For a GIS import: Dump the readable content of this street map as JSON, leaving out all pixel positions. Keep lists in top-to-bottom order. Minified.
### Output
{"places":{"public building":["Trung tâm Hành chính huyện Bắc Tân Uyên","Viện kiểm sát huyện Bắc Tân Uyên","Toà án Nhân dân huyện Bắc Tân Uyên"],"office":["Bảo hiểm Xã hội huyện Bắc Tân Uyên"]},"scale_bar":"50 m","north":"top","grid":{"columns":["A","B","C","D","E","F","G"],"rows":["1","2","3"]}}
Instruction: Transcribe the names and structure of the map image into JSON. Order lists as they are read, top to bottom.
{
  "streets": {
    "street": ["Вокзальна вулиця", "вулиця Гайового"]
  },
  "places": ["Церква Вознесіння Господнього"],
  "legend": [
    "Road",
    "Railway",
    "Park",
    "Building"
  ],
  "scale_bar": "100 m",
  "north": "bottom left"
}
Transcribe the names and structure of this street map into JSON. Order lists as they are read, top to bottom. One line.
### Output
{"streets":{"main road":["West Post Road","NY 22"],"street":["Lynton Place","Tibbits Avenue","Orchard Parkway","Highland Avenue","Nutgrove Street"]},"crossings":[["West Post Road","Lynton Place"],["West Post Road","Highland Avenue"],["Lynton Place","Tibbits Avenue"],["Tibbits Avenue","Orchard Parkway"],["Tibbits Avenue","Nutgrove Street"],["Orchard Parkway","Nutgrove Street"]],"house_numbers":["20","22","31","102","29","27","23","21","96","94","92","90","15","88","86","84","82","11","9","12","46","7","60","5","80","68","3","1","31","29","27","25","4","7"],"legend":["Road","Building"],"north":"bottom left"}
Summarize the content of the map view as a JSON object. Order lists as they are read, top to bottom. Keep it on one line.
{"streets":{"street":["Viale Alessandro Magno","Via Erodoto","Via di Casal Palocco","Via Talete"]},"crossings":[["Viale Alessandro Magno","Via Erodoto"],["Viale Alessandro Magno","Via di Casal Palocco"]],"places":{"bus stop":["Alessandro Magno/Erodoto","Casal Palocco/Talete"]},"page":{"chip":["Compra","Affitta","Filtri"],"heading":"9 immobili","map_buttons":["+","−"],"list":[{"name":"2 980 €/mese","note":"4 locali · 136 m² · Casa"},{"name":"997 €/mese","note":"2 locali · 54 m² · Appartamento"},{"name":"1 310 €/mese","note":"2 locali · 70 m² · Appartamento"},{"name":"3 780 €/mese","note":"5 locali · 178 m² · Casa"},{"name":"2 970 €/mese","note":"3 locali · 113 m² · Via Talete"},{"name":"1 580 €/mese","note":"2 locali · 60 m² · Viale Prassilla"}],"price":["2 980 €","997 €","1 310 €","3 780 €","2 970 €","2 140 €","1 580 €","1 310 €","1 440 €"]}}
---------------
> **Problem details**
If a line of the data contains "this", copy it out.

> **Task result**
For a GIS import: Dump the readable content of this street map as JSON, leaving out all pixel positions. Keep lists in top-to-bottom order. Minified.
Transcribe the names and structure of this street map into JSON. Order lists as they are read, top to bottom. One line.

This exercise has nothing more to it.